# HELP!!!! Aquarium water suddenly cloudy



## HeatherO1229 (Jul 16, 2014)

I have a 120 gal. show tank, which I have two chocolate Oscars, two white Oscars and two Parrot fish. I had a small canister filter and an under gravel filter and had no problems with the water clarity until I changed the media in the canister approx. 1 month ago. Convinced that my canister filter had somehow bit the dust, I purchased a larger one, that is supposed to accommodate a tank of my size, however, it has not eliminated the cloudy water. I have since done a complete water change and within two days, the cloudy water has returned. All test results, ph, ammonia, nitrates, etc. are perfect. I am stumped.
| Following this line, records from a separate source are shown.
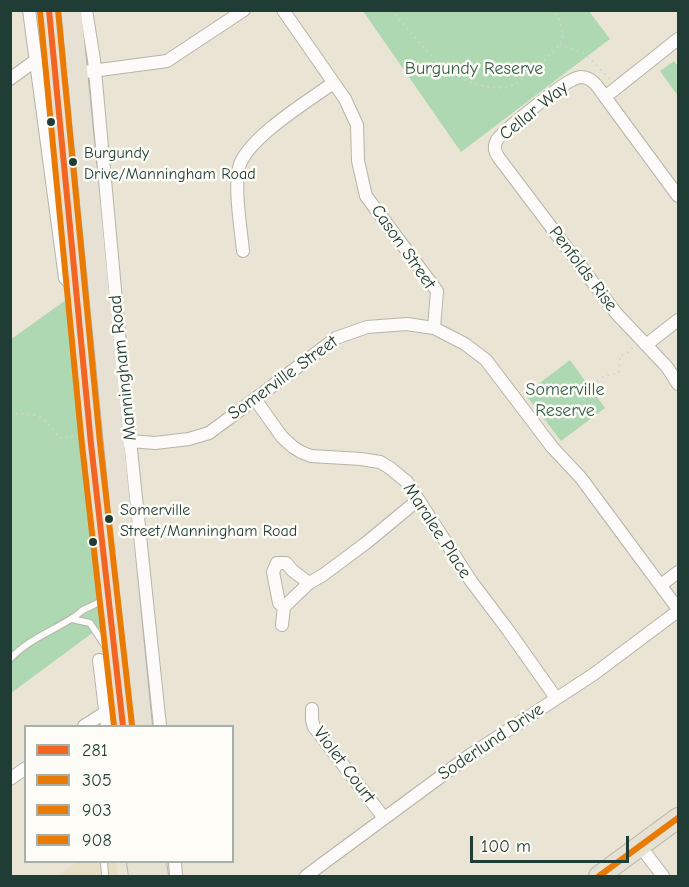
<!DOCTYPE html>
<html>
<head>
<meta charset="utf-8">
<style>
	body { margin:0 }
	#map { position:relative; width:689px; height:887px; overflow:hidden; background:#eae4d5; font-family:"Comic Neue",sans-serif }
	canvas { display:block }
	.frame { position:absolute; inset:0; border:12px solid #1f3d34; pointer-events:none }
	.legend { position:absolute; left:24px; top:725px; width:210px; height:138px; box-sizing:border-box; background:#fdfcf7; border:2px solid #a4b0a9; margin:0; padding:8px 10px; list-style:none; font-size:18px; color:#1f3d34 }
	.legend li { display:flex; align-items:center; gap:12px; height:30px }
	.legend b { width:30px; border:2px solid #a4b0a9 }
	.scale { position:absolute; left:470px; top:836px; width:159px; height:27px; box-sizing:border-box; border:3px solid #1f3d34; border-top:0; padding-left:8px; font-size:18px; line-height:21px; white-space:nowrap; color:#1f3d34; -webkit-text-stroke:4px #fdfcf7; paint-order:stroke }
</style>
</head>
<body>
<div id="map">
<canvas width="689" height="887"></canvas>
<div class="frame"></div>
<ul class="legend">
<li><b style="height:8px;background:#f26522"></b>281</li>
<li><b style="height:8px;background:#e97b05"></b>305</li>
<li><b style="height:8px;background:#e97b05"></b>903</li>
<li><b style="height:8px;background:#e97b05"></b>908</li>
</ul>
<div class="scale">100 m</div>
</div>
<script>
const ctx = document.querySelector('canvas').getContext('2d');
ctx.lineJoin = 'round';
function paint(path, color) { ctx.fillStyle = color; ctx.fill(path, 'evenodd'); }
function strokePath(path, color, width, dash) { ctx.strokeStyle = color; ctx.lineWidth = width; ctx.lineCap = dash ? 'butt' : 'round'; ctx.setLineDash(dash || []); ctx.stroke(path); }
function write(font, color, halo, rows, align = 'center') {
  ctx.font = font + ' "Comic Neue",sans-serif'; ctx.lineWidth = 5; ctx.setLineDash([]); ctx.textBaseline = 'middle'; ctx.strokeStyle = halo; ctx.fillStyle = color; for (const [text, x, y, turn = 0] of rows) {
    ctx.save(); ctx.translate(x, y); ctx.rotate((+turn || 0) * Math.PI / 180); ctx.textAlign = isNaN(turn) ? turn : align; if (halo) ctx.strokeText(text, 0, 0); ctx.fillText(text, 0, 0); ctx.restore();
  }
}
const built = new Path2D(`
	M77 862H116L118 876H57Z`);
const green = new Path2D(`
	M363 11H589L610 39 461 152Z
	M674 61 678 66V96L660 71Z
	M66 300H77L111 624 95 631 11 693 10 340Z
	M570 360 605 408 561 441 525 394Z`);
const path = new Path2D(`
	M391 10C408 28 423 50 442 65 458 80 494 95 515 84 519 82 523 78 526 75 540 64 553 54 563 40L561 24 555 10
	M560 45 576 50 585 54 611 80
	M10 411C19 416 31 412 40 417 49 422 54 433 62 439L75 435
	M546 421C555 417 566 422 574 417 583 411 582 400 587 392 591 386 599 379 605 376 610 374 614 375 619 372L620 356 629 352 634 346`);
const service = new Path2D(`
	M72 619 90 623 108 650
	M10 659C28 640 50 632 71 619 76 616 79 613 83 610 91 606 98 604 104 598
	M104 862 105 876`);
const minor = new Path2D(`
	M29 10 65 278 76 290
	M86 10 94 60 121 355 160 726
	M283 10 345 99 357 125 358 161 366 196 437 291 434 328
	M54 68 77 73 167 61 244 10
	M10 79 36 60
	M605 97 678 39
	M678 196 605 97C599 89 593 77 581 77 579 77 574 79 572 80 561 85 501 132 497 140 493 147 495 152 499 158L616 313 667 367 678 384
	M243 251C241 229 233 184 240 164 252 135 307 102 333 83
	M646 345 678 320
	M255 399 282 437 293 447 301 452 311 456 361 459 380 462 390 468 407 482 471 581 508 630 556 698
	M114 442 131 441 155 443 189 439 209 433 255 399 336 338 367 327 407 324 434 328 465 344 486 360 552 447 581 478 678 609
	M661 585 678 572
	M284 607 279 603 273 572 277 563H286L293 571 309 583
	M282 625 284 607 309 583 323 575 366 543 418 500
	M99 660 107 726
	M312 709V720L314 727 384 818
	M84 726 106 712 112 710
	M10 779 26 768
	M640 846 663 876
	M175 862 176 876
	M306 876 470 755 594 674 678 611`);
const primary = new Path2D(`
	M49 10 91 444 123 726
	M71 10 142 726
	M137 862 139 876
	M156 862 158 876
	M599 876 678 818`);
const bus1 = new Path2D(`
	M49 10 91 444 123 726`);
const bus2 = new Path2D(`
	M40 11 82 445 114 726`);
const bus3 = new Path2D(`
	M58 10 100 443 132 725`);
const bus4 = new Path2D(`
	M599 876 678 818`);
const markers = [
	[51,122,5,"#1f3d34"],
	[73,162,5,"#1f3d34"],
	[109,519,5,"#1f3d34"],
	[93,542,5,"#1f3d34"]
];
const busNames = [
	["Burgundy",84,153],
	["Drive/Manningham Road",84,174],
	["Somerville",120,510],
	["Street/Manningham Road",120,531]
];
const parkNames = [
	["Burgundy Reserve",474,69],
	["Somerville",565,390],
	["Reserve",565,411]
];
const streetNames = [
	["Cellar Way",534,111,-39],
	["Cason Street",403,247,55],
	["Penfolds Rise",583,269,53],
	["Manningham Road",123,368,-96],
	["Somerville Street",283,378,-36],
	["Maralee Place",437,531,57],
	["Soderlund Drive",491,742,-34],
	["Violet Court",344,765,53]
];
paint(built, '#e6dfc6');
paint(green, '#add8b1');
strokePath(service, '#b5b4aa', 8);
strokePath(minor, '#b5b4aa', 14);
strokePath(primary, '#b5b4aa', 22);
strokePath(path, '#d3d4cf', 2, [1.5, 4.5]);
strokePath(service, '#fcfbf9', 6);
strokePath(minor, '#fcfbf9', 12);
strokePath(primary, '#e7e1d4', 20);
strokePath(bus1, '#f26522', 6);
strokePath(bus2, '#e97b05', 6);
strokePath(bus3, '#e97b05', 6);
strokePath(bus4, '#e97b05', 6);
for (const [x, y, r, color] of markers) { const dot = new Path2D(); dot.arc(x, y, r, 0, 2 * Math.PI); ctx.fillStyle = color; ctx.fill(dot); strokePath(dot, '#fdfcf7', 2); }
write('16px', '#1f3d34', '#fdfcf7', busNames, 'left');
write('18px', '#36624c', '#fdfcf7', parkNames);
write('18px', '#1f3d34', '#fdfcf7', streetNames);
</script>
</body>
</html>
Any suggestions? :fish:


----------



## Iggy Newcastle (May 15, 2012)

Welcome to the forum Heather.

What are your exact readings for ammonia, nitrite and nitrate? What kind of test kit are you using?

When you changed media, did you save any sponges /pads from the filter?


----------



## HeatherO1229 (Jul 16, 2014)

my ph is at 7.4 0 nitrates and 0 ammonia. I am using an Aquarium Pharmaceuticals brand fresh water master test kit. I also forgot to mention that I have two plecos that are around 10" long, all four oscars are at 4" (all added at the same time) and the parrot fish pair was added last and are at 2" long. I installed brand new pads when I changed canisters and the media contained within the chambers are: bottom: 2 course pads and 2 fine pads, chamber 2: 5 "filstars" that were included with the filter, a separation plate and 15 bio-balls and chamber 3 is a bio-chem bag that was included with the filter separation plate and then a extra fine filter pad. All of the pads were included with the filter, with the exception of two that I bought at the same time as the canister filter.


----------



## Deeda (Oct 12, 2012)

Zero nitrates is almost always a sign that the tank isn't cycled completely. How long has this tank been set up?


----------



## HeatherO1229 (Jul 16, 2014)

I did a full water change about seven days ago.


----------



## Deeda (Oct 12, 2012)

Did you transfer any of the media to the new filter or are you also still running the old filter at the same time?


----------



## sumthinfishy (Jan 26, 2013)

mini cycle due tolack of bio from changing media


----------



## HeatherO1229 (Jul 16, 2014)

no, I am not running any of the old media, I will do a mini cycle, thank you for the input. Any more will be greatly appreciated....this cloudy water has become a huge irritant....


----------



## Cichlidman14 (Jul 17, 2013)

It might be due to that the tank is way overstocked. The oscars alone are to much.


----------



## HeatherO1229 (Jul 16, 2014)

that is overstocked for a 120 gal tank?


----------



## Iggy Newcastle (May 15, 2012)

You're definitely experiencing a bacterial bloom as the tank cycles. Perform daily water changes, and be sure to treat the entire tank volume with a product like Seachem Prime(detoxify ammonia).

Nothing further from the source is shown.